René Magritte

La llave del campo (1933)

René Magritte

n. 1898 en Lessines (Bélgica), f. 1967 en Bruselas

Óleo sobre lienzo, 80 x 60 cm.
Madrid., Museo Thyssen-Bornemisza
En 1925, Rene Magritte, que tras haberse formado en la Academia de las Artes de Bruselas venía trabajando como cartelista y publicitario, pintó sus primeros cuadros surrealistas bajo la impresión que le produjo la obra de Giorgio de Chirico. En París se integró en el grupo surrealista presidido por André Bretón y de 1927 a 1930 vivió en Perreux-sur-Marne, cerca de la capital francesa. Tras ese corto lapso de tiempo volvió a Bruselas, donde permaneció hasta su muerte llevando una vida retirada y nada espectacular, manteniendo hacia fuera un aspecto de normalidad y cierto aburguesamiento.
La vida del pintor, cuyas apariciones en público desviaban de forma consciente la mirada hacia su auténtica existencia, dedicada exclusivamente al arte, se percibe como un reflejo de su obra, como un espejo de sus cuadros, cuyo verdadero objetivo, a pesar de todas las apariencias de banalidad, es la referencia a algo oculto, la inseguridad frente a lo secreto, la evocación de lo misterioso. Los paisajes de Magritte que constituyen buena parte de su obra, se centran justo en esta cuestión y en un primer momento dan la impresión de ser más fácilmente comprensibles que los tradicionales.
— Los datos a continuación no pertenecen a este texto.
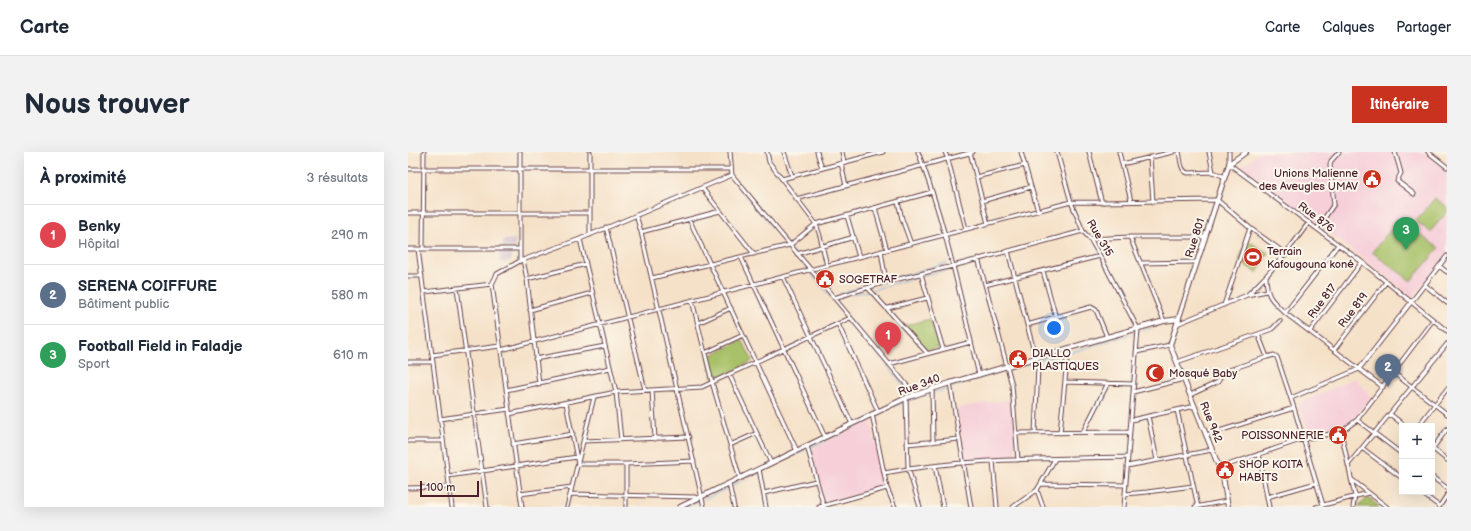 <!DOCTYPE html>
<html lang="fr">
<meta charset="utf-8">
<style>
body{margin:0;font-family:"Balsamiq Sans",sans-serif;background:#f2f2f3;color:#1f2937}
.controls{position:absolute;right:12px;bottom:12px;display:grid;overflow:hidden;border-radius:0px;box-shadow:0 4px 16px #0002}
.controls button{width:36px;height:36px;display:grid;place-items:center;padding:0;border:0;border-bottom:1px solid #e0e1e3;background:#fff;color:#1f2937;font:20px sans-serif}
.scale{position:absolute;left:12px;bottom:10px;width:59px;box-sizing:border-box;padding-left:4px;border:2px solid #4a1f2b;border-top:0;font-size:11px;line-height:14px;white-space:nowrap;color:#4a1f2b;-webkit-text-stroke:3px #fbf7ec;paint-order:stroke}
.you{position:absolute;left:646px;top:176px;width:14px;height:14px;margin:-10px;border:3px solid #fff;border-radius:50%;background:#1a73e8;box-shadow:0 0 0 6px #1a73e833}
.badge{display:grid;place-items:center;width:26px;height:26px;border-radius:50%;background:#c8321e;color:#fff;font-size:13px;font-weight:700}
.pin{position:absolute;translate:-50% -33px;filter:drop-shadow(0 1px 2px #0008)}
.pin::after{content:'';position:absolute;top:21px;width:14px;height:12px;background:inherit;clip-path:polygon(0 0,100% 0,50% 100%)}
.list{margin:0;padding:0;list-style:none}
h2{display:flex;justify-content:space-between;align-items:center;height:52px;margin:0;padding:0 16px;font-size:17px}
h2 small{font-size:13px;font-weight:400;color:#747a83}
.list li{display:grid;grid-template-columns:26px 1fr auto;gap:12px;align-items:center;box-sizing:border-box;height:60px;padding:0 16px;border-top:1px solid #e0e1e3}
.list b{display:block;font-size:15px;white-space:nowrap}
.list p{margin:0;font-size:13px;white-space:nowrap;color:#747a83}
.list em{font-size:13px;font-style:normal;color:#747a83}
.map{position:relative;flex:none;width:1039px;height:355px;overflow:hidden;border-radius:0px}
header{display:flex;align-items:center;gap:24px;box-sizing:border-box;height:56px;padding:0 20px;background:#fff;border-bottom:1px solid #e0e1e3}
header strong{font-size:19px}
nav{display:flex;gap:22px;margin-inline-start:auto;font-size:14px}
.intro{display:flex;align-items:center;justify-content:space-between;box-sizing:border-box;height:96px;padding:0 24px}
h1{margin:0;font-size:28px}
.button{padding:10px 18px;border-radius:0px;background:#c8321e;color:#fff;font-size:14px;font-weight:700}
main{display:flex;gap:24px;padding:0 24px}
aside{flex:1;background:#fff;border-radius:0px;box-shadow:0 4px 16px #0002}
.map>svg:first-child{display:block}
.built{fill:#f6cfd9}
.industrial{fill:#d1bdcb}
.green{fill:#a8c167;stroke:#797049}
.lines{fill:none;stroke-linecap:round;stroke-linejoin:round}
.stream{stroke:#70aee2;stroke-width:1}
.minor-casing{stroke:#643c43;stroke-width:5}
.tertiary-casing{stroke:#643c43;stroke-width:6}
.minor{stroke:#fff;stroke-width:3}
.tertiary{stroke:#fff;stroke-width:4}
.labels{text-anchor:middle;dominant-baseline:central;stroke-width:4;stroke-linejoin:round;paint-order:stroke}
.poi-label{font-size:11px;fill:#4a1f2b;stroke:#fbf7ec;text-anchor:start}
.street-label{font-size:11px;fill:#4a1f2b;stroke:#fbf7ec}
</style>
<header>
<strong>Carte</strong>
<nav><a>Carte</a><a>Calques</a><a>Partager</a></nav>
</header>
<div class="intro"><h1>Nous trouver</h1><a class="button">Itinéraire</a></div>
<main>
<aside>
<h2>À proximité<small>3 résultats</small></h2>
<ul class="list">
<li><span class="badge" style="background:#e0444e">1</span><div><b>Benky</b><p>Hôpital</p></div><em>290 m</em></li>
<li><span class="badge" style="background:#5c6f8a">2</span><div><b>SERENA COIFFURE</b><p>Bâtiment public</p></div><em>580 m</em></li>
<li><span class="badge" style="background:#2e9e5b">3</span><div><b>Football Field in Faladje</b><p>Sport</p></div><em>610 m</em></li>
</ul>
</aside>
<div class="map">
<svg width="1039" height="355" viewBox="0 0 1039 355">
<rect width="100%" height="100%" fill="#fbf7ec"/>
<filter id="ink" filterUnits="userSpaceOnUse"><feTurbulence type="fractalNoise" baseFrequency=".025" numOctaves="2"/><feDisplacementMap in="SourceGraphic" scale="8" xChannelSelector="R" yChannelSelector="G"/><feConvolveMatrix kernelMatrix="1 2 1 2 8 2 1 2 1" color-interpolation-filters="sRGB"/></filter>
<filter id="wash" filterUnits="userSpaceOnUse"><feTurbulence type="fractalNoise" baseFrequency=".012" numOctaves="4" result="noise"/><feDisplacementMap in="SourceGraphic" scale="16" xChannelSelector="R" yChannelSelector="G"/><feGaussianBlur stdDeviation="0.9" result="paint"/><feColorMatrix in="noise" values="0 0 0 0 0 0 0 0 0 0 0 0 0 0 0 0 0 1.4 0 .05"/><feComposite in="paint" operator="in"/></filter>
<g filter="url(#wash)">
<rect width="100%" height="100%" fill="#f5e1c8"/>
<path class="built" d="M853 0H1015L1039 18V104L1005 145 834 14Z
M947 226 963 245 943 270 933 278 902 282 890 252Z
M604 247 608 307 557 310 549 256Z
M463 268 476 334 416 352 402 298Z"/>
<path class="industrial" d="M108 87 106 96H94L96 88Z
M91 99 105 100 103 109 92 111Z"/>
<path class="green" d="M1027 46 1039 55V60L1022 80 1008 69Z
M991 68 1031 96 1003 129 964 100Z
M838 88 860 101 849 121 831 109Z
M522 167 531 195 518 198 496 174Z
M334 188 344 207 343 210 308 227 305 225 300 205Z
M960 346 972 355H949Z"/>
<g class="lines">
<path class="stream" d="M333 37 340 47 379 92
M381 95 399 117
M401 119 489 225 500 241
M516 123 540 118
M488 126 539 111
M464 138 512 124
M444 142 460 139
M429 144 441 139 463 133
M432 147 437 144
M661 201 749 174
M630 208 658 201
M601 217 627 209
M544 235 599 218
M525 240 533 239 541 236
M486 254 522 241
M466 264 472 261
M353 319 464 266
M323 334 351 321
M296 347 320 336
M278 355 293 348"/>
</g>
</g>
<g filter="url(#ink)">
<g class="lines">
<g class="minor-casing">
<path id="minor" d="M112 0V109
M322 0 324 23 507 243
M359 0 361 10 408 72 412 84 419 114
M376 0 384 24
M409 0 414 16
M434 0 436 10
M510 0C538 72 553 149 571 223
M537 0 540 8 558 77
M562 0 580 72
M613 0 630 59
M649 0 663 50 675 79 682 87 692 104 730 177 716 355
M681 0 694 51
M711 0 723 49
M771 0C773 7 772 19 780 21L805 20 817 25
M801 0 805 20
M821 0V12L954 110 1039 179
M987 0 993 21 989 29 1006 42
M1020 0 1039 15
M742 5 745 50
M433 11 438 34
M714 12 765 0
M0 17H323
M568 25 617 13
M374 27 475 0
M294 36 346 102
M388 47 565 0
M574 49 623 35
M490 50 494 67 503 92
M467 56 479 98
M0 61H182
M228 63 233 80 296 355
M439 64 451 105
M281 67 389 299
M198 75 237 238
M909 77 926 52 922 13 923 9 931 0
M233 80 312 59
M182 83V0
M722 85 756 169
M172 87 208 240 213 288
M682 87 722 85H797
M0 97H111
M10 97 44 355
M15 97 16 0
M473 99 478 130
M600 99 630 215 627 281
M389 102 446 85
M333 105 417 285
M570 106 604 233 610 308
M115 108 119 127 131 232
M732 111 789 110
M1031 114 1039 120
M635 119 648 166
M513 122 535 197
M0 124H14
M375 125 444 272
M858 125C859 146 863 147 877 161L975 235
M244 126 382 93 408 72 524 40
M119 127 178 112
M577 133 692 104
M1017 133 1039 151
M49 136 79 355
M460 136 519 201
M16 140 84 132
M840 142C864 120 882 97 901 70
M426 146 478 130 545 114 675 79
M284 148 304 230 332 327
M816 153 842 76
M480 156 519 146
M122 158 184 141
M877 161 930 93
M290 171 323 156
M430 172 470 259
M769 172 839 143 859 139
M619 173 683 155 688 158 699 185
M902 179 954 110
M850 182 864 177 872 169
M93 198 663 50C712 51 761 48 809 48L842 76 878 102
M926 198 978 130
M728 200 762 193
M297 201 335 183
M24 203 92 194
M859 205 866 203 869 205 886 256 915 353
M127 207 197 194
M0 210H25
M769 210 850 182 859 205 815 220 810 230 782 243
M481 212 563 190
M986 221 1039 262
M321 222 363 311
M657 230 726 232
M542 231 563 355
M524 237 525 290
M98 238 202 216
M244 238 247 287
M725 240 776 227
M498 246 500 316 512 355
M883 246 951 217 1039 104
M158 251 170 312H218L286 309
M769 258 790 355
M101 262 208 240 294 235 442 166
M464 262 479 336 487 355
M982 262 997 274
M740 264 749 308
M32 267 101 257
M723 268 787 254
M949 268 994 302
M1010 274 1039 237
M675 280 700 231
M933 280 947 344 945 355
M608 281 722 280
M652 281 660 197
M798 283 886 256
M0 289H35
M175 289 281 285
M105 292 165 282
M499 292 551 287
M322 293 349 281
M399 294 416 355
M954 296 994 326
M1024 296 1039 308
M1025 296 1039 277
M851 302 859 345
M585 309 589 355
M218 312V355
M940 313 1039 192
M527 314 535 355
M719 314 804 298
M811 316 895 287 933 280 949 268 1025 168
M351 317 358 355
M476 321C556 306 638 307 720 305
M40 324 169 305
M1024 325 1039 336
M943 327 979 355
M321 332 326 355
M633 332 718 333
M0 336 41 335
M629 338 635 355
M1012 340 1031 354
M356 341 408 329
M112 342 164 335
M163 342 287 345 289 347
M717 342 739 340 785 334
M114 355 84 132 89 122 112 109 172 87 324 23
M159 355 186 245
M411 355 479 336
M605 355 629 338 647 307
M787 355 819 349
M861 355 859 345 908 331
M908 355 960 341
M1031 355 1039 343"/>
</g>
<g class="tertiary-casing">
<path id="tertiary" d="M272 355 498 246 542 231 699 185 756 169 771 167
M820 355 815 325 762 193 821 12 838 0"/>
</g>
<use href="#minor" class="minor"/>
<use href="#tertiary" class="tertiary"/>
</g>
</g>
<defs>
<g id="civic-disc" transform="scale(1)"><circle r="9.5" fill="#c8321e" stroke="#fbf7ec"/><path d="M-.6-6.5H3V-4.5H.6V-3L4-1V1h2V6H-6V1h2V-1L-.6-3ZM-1.2 2.5V6h2.4V2.5Z" fill="#fff"/></g>
<g id="stadium-disc" transform="scale(1)"><circle r="9.5" fill="#c8321e" stroke="#fbf7ec"/><path d="M0-5a6.5 5 0 1 0 0 10a6.5 5 0 1 0 0-10ZM-3.5-1.8h7v3.6h-7Z" fill="#fff"/></g>
<g id="mosque-disc" transform="scale(1)"><circle r="9.5" fill="#c8321e" stroke="#fbf7ec"/><path d="M3.5-4.9A6 6 0 1 0 3.5 4.9A5 5 0 1 1 3.5-4.9Z" fill="#fff"/></g>
</defs>
<g fill-rule="evenodd">
<use href="#civic-disc" x="964" y="27"/>
<use href="#stadium-disc" x="845" y="105"/>
<use href="#civic-disc" x="417" y="127"/>
<use href="#civic-disc" x="610" y="207"/>
<use href="#mosque-disc" x="747" y="221"/>
<use href="#civic-disc" x="930" y="283"/>
<use href="#civic-disc" x="817" y="318"/>
</g>
<g class="labels">
<g class="poi-label">
<text x="950" y="21" text-anchor="end">Unions Malienne<tspan x="950" dy="13">des Aveugles UMAV</tspan></text>
<text x="859" y="99">Terrain<tspan x="859" dy="13">Kafougouna koné</tspan></text>
<text x="431" y="127">SOGETRAF</text>
<text x="624" y="201">DIALLO<tspan x="624" dy="13">PLASTIQUES</tspan></text>
<text x="761" y="221">Mosqué Baby</text>
<text x="916" y="283" text-anchor="end">POISSONNERIE</text>
<text x="831" y="312">SHOP KOITA<tspan x="831" dy="13">HABITS</tspan></text>
</g>
<g class="street-label">
<text transform="translate(908 65) rotate(37)">Rue 876</text>
<text transform="translate(692 86) rotate(59)">Rue 315</text>
<text transform="translate(787 86) rotate(-72)">Rue 801</text>
<text transform="translate(914 149) rotate(-53)">Rue 817</text>
<text transform="translate(945 158) rotate(-53)">Rue 819</text>
<text transform="translate(511 233) rotate(-20)">Rue 340</text>
<text transform="translate(803 270) rotate(68)">Rue 942</text>
</g>
</g>
</svg>
<div class="controls">
<button>+</button>
<button>−</button>
</div>
<div class="scale">100 m</div>
<div class="you"></div>
<div class="pin badge" style="left:480px;top:203px;background:#e0444e">1</div>
<div class="pin badge" style="left:980px;top:235px;background:#5c6f8a">2</div>
<div class="pin badge" style="left:998px;top:98px;background:#2e9e5b">3</div>
</div>
</main>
El mismo modo de pintar de Magritte, «realista» y propio de la pintura de carteles, su manera de componer, clara y sencilla, y su concentración en lo esencial actúan como un lenguaje obvio y sin sentido oculto. Ahora bien, un análisis más detenido revela la ambigüedad de sus hallazgos pictóricos.
La llave del campo (La clef des champs) es un ejemplo singularmente notable de esta presencia oculta de lo misterioso. A través de una ventana se divisa un paisaje ondulado y suave. Al final de un prado amplio y levemente ascendente hay unos árboles frondosos; sobre ellos, la bóveda de un cielo débilmente azul. Nada turbaría la serenidad de este cuadro si no diese la impresión de quebrarse ante nuestros ojos: el cristal de la ventana por la que miramos salta en mil pedazos en el momento mismo de nuestra contemplación. Se deshace en minúsculos trozos que misteriosamente permanecen fieles al cuadro delante del cual se encontraban en forma de lámina transparente. Los fragmentos caídos al suelo no son transparentes; actúan como elementos de un rompecabezas que reproduce el paisaje visto a través de la ventana.
¿Estaba por tanto la perspectiva paisajística pintada sólo en el cristal de la ventana? ¿O no se trataba de un vidrio transparente, sino de un cuadro? Comprobamos que no existe una explicación unívoca, pues los trozos de cristal son contradictorios; el paisaje continúa intacto y es perfectamente visible tras el cristal roto. Al mismo tiempo, los trozos caídos al suelo se vuelven opacos y reflejan partes del paisaje, en tanto que los pedazos del cristal roto que continúan en el marco de la ventana siguen siendo transparentes. El espectador se ve obligado a realizar una labor de reconstrucción óptica que, a pesar de todos los esfuerzos, no transmite una seguridad ajena a cualquier duda.
La relación entre la realidad y la pintura se ha alterado rotundamente; aunque pintada al modo ilusionista, la obra de Magritte no transmite una fe segura en la identidad del cuadro y de la copia. Esta seguridad, garantizada en la pintura antigua a través de los siglos y evocada como trompe-l'oeil por las cortinas desplazadas lateralmente delante de la ventana, ya no existe.


«Mí pintura consiste en imágenes visibles que no ocultan nada; evocan el misterio ... El misterio tampoco quiere decir nada, es incognoscible.»